True Detective (Saison 1) – HBO

Résumé :
« Louisiane, 1995 : deux inspecteurs de la Louisiana State Police, Rust Cohle et Martin Hart, sont chargés de résoudre le meurtre d’une jeune femme coiffée de bois de cerfs et tatouée de dessins sataniques. Dix-sept ans plus tard, alors qu’ils ont quitté la police, ils sont contactés par deux autres inspecteurs quand un meurtre similaire est commis. »

Fiche technique :
Network: HBO
Créateur : Nic Pizzolatto
Réalisateurs : Cary Joji Fukunaga
Scénaristes : Nic Pizzolatto
Acteurs principaux : Matthew McConaughey, Woody Harrelson, Michelle Monaghan, Michael Potts, Tory Kittles

Une série qui est dans ma « WatchList » depuis sa sortie. Elle avait pas mal d’atouts pour me séduire : saison courte, format anthologique, grosse distribution… mais comme souvent : pas le temps. Puis récemment, alors que la saison 4 venait de sortir et était plutôt bien reçue, je me disais, pour la énième fois, que l’univers Delta Green se prêterait à ce genre de format. C’est alors qu’on m’a fait savoir que la saison 1 et la saison 4 de « True Detective » étaient probablement ce qu’il y a de plus proche de l’ambiance et du ton de « Delta Green ». J’ai donc arrêté de repousser mon visionnage et je me suis lancé… dix ans après tout le monde.

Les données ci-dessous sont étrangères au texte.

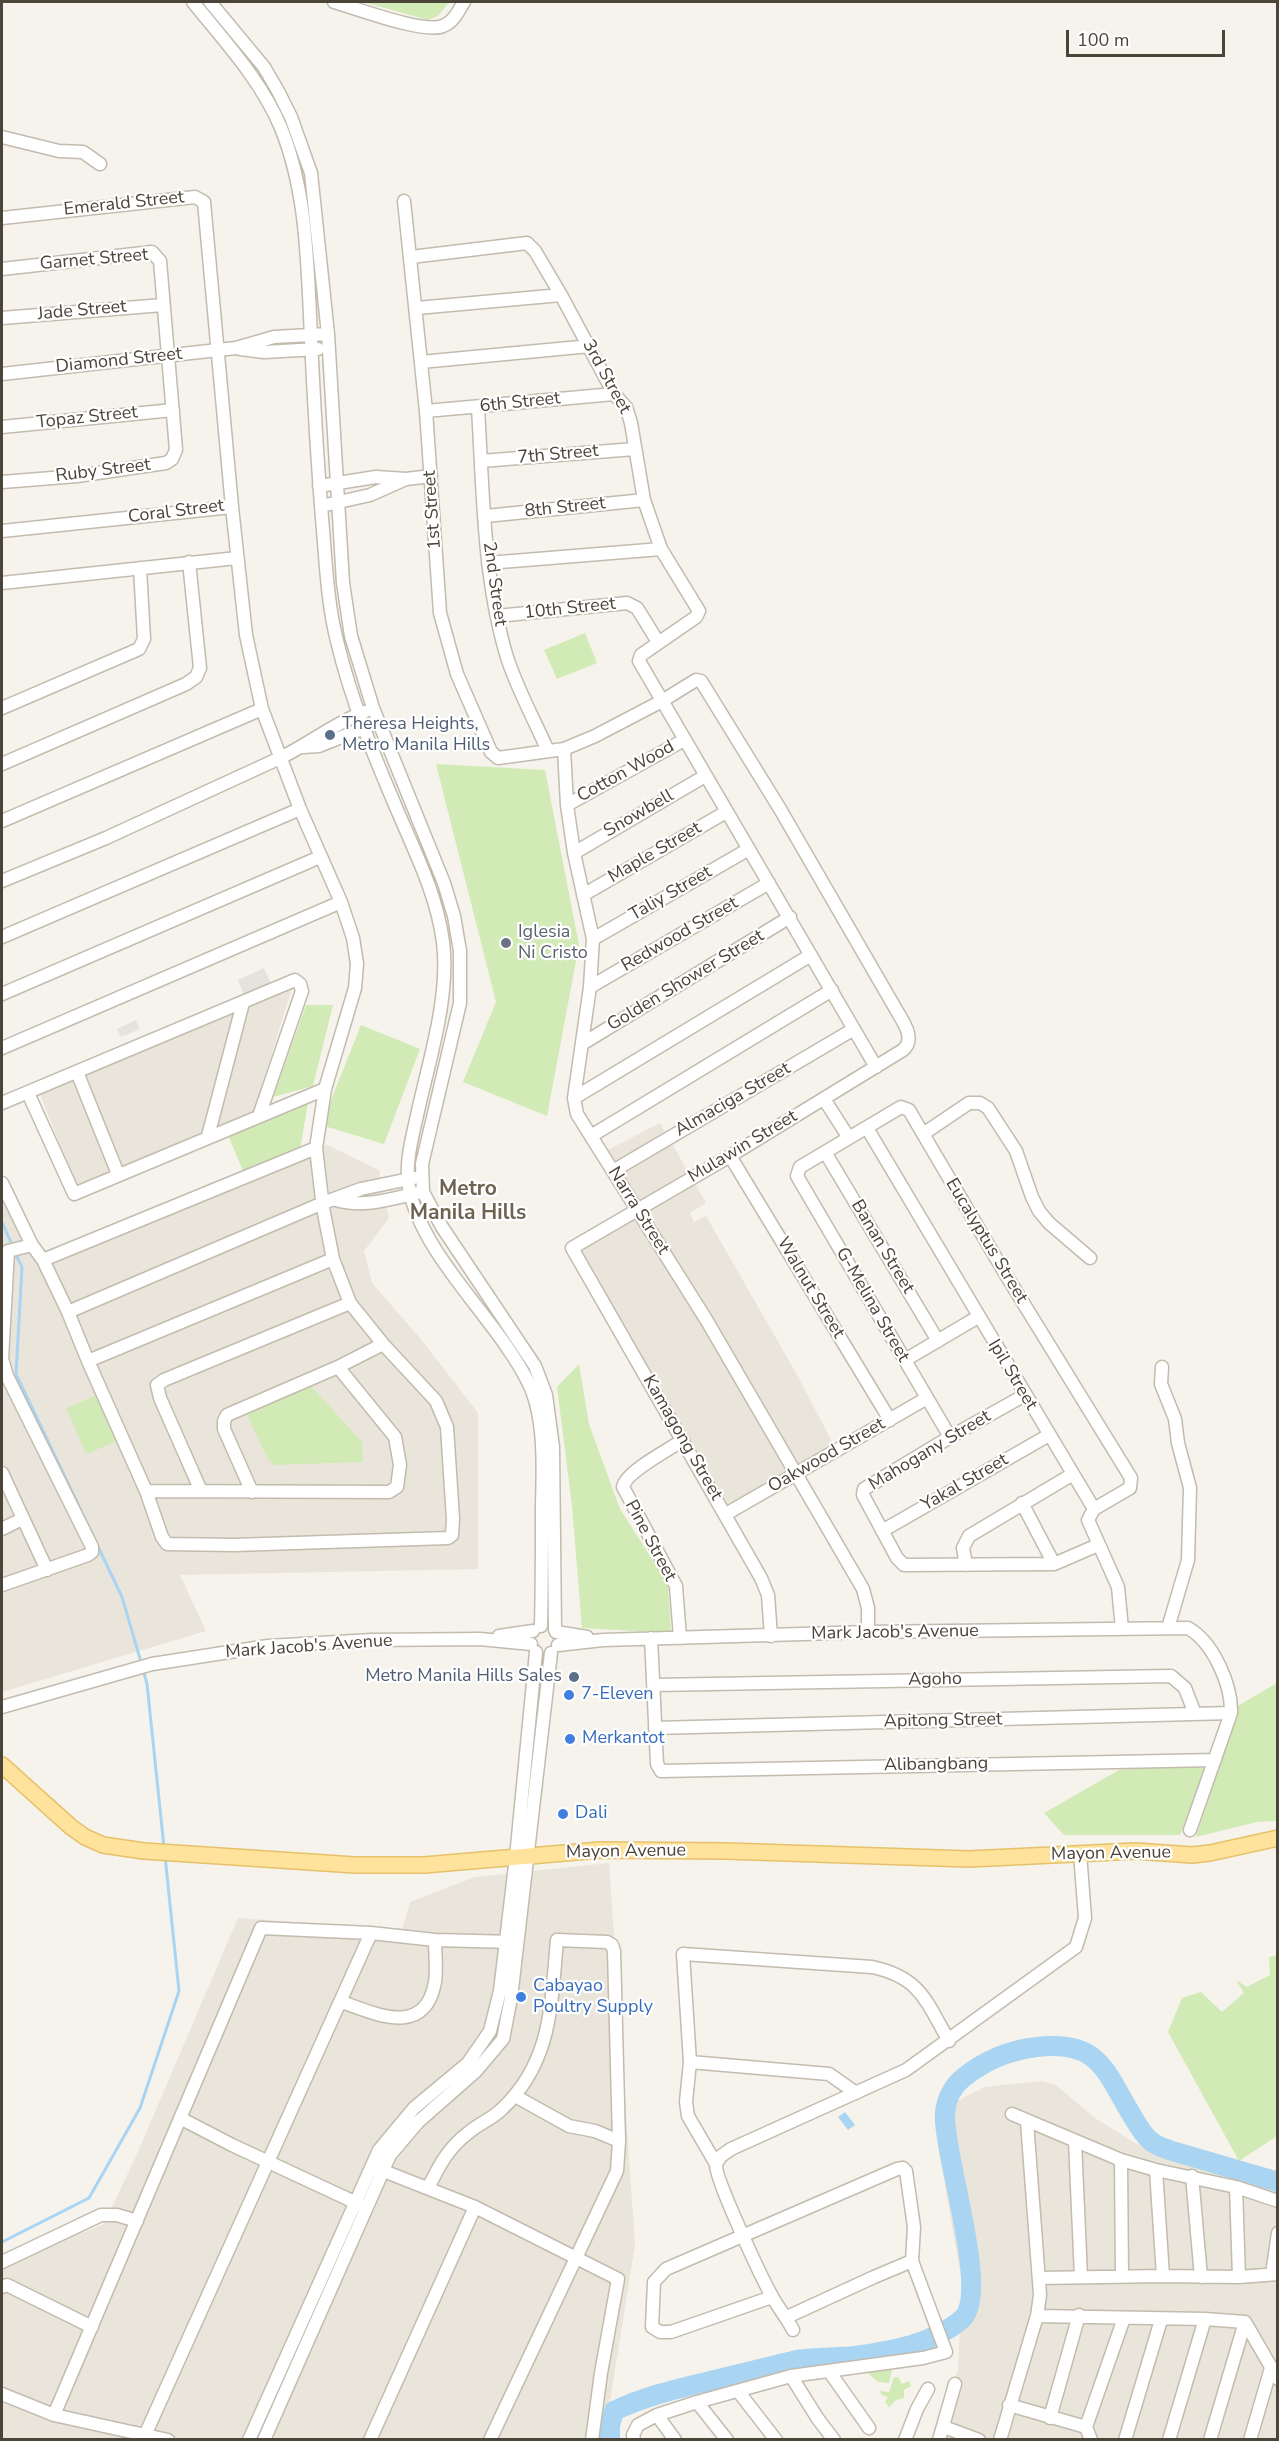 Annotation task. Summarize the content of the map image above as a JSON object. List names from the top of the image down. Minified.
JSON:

« Le monde a besoin d’hommes mauvais. Nous empêchons d’autres hommes mauvais d’entrer. »

Bref, parlons de la saison 1 de « True Detective ». On alterne entre deux temporalités : 1995, Rust Cohle (Matthew McConaughey) et Martin Hart (Woody Harrelson), inspecteur à la criminelle se retrouve à travailler sur une affaire de meurtre qui a tout de rituel. Rust, personnage atypique s’il en est, comprend dès l’examen de la scène de crimes qu’ils ont affaire à un tueur en série qui n’en est probablement pas à son coup d’essai et dont les meurtres sont jusque-là passés sous les radars. Marty est un flic plus classique, qui n’a rien d’impressionnant et qui n’a pas les instincts ou l’éducation de son collègue, il se fait entrainer dans le sillage de Rust dont le flair et l’abnégation vont rapidement le convaincre. L’autre temporalité, c’est le présent, plus précisément 2012. Un présent post-Katrina ou, alors qu’ils ont visiblement quitté la police depuis quelques années, ils sont respectivement interrogés par deux enquêteurs. On y retrouve un Rust lessivé, qui fume comme un pompier, très porté sur la bouteille et qui a pris un sacré coup de vieux. Il comprend rapidement que s’il a été convié à cet interrogatoire, c’est parce qu’il y a eu un nouveau meurtre, et ce, malgré le fait que Marty et lui ont théoriquement « coincé » le coupable en 1995. Sur les six premiers épisodes, on alterne entre scènes d’interrogatoire et flashbacks. Une enquête tentaculaire, un bayou profond à la pauvreté poisseuse et désespérante, la relation compliquée de Rust avec le monde entier, la vie de « queutard infidèle » de Marty qui va foutre son mariage en l’air, le rapport tendu entre les deux hommes, le passé trouble et tragique de Rust, ses méthodes parfois expéditives et surtout sa détermination extrême à trouver les réponses. Les deux derniers épisodes se déroulent à notre époque alors que les deux ex-flics, en froid depuis des années, vont se réassocier pour faire la lumière sur cette affaire. On découvre alors que Rust a toujours su au fond de lui que, oui, le coupable qu’ils avaient « coincé » en 1995 n’était pas le bon et que oui, tous les soupçons qu’il avait sur un groupe criminel tentaculaire étaient vrais. Les deux hommes se lancent alors en toute illégalité dans une dernière chasse pour mettre fin à tout ça.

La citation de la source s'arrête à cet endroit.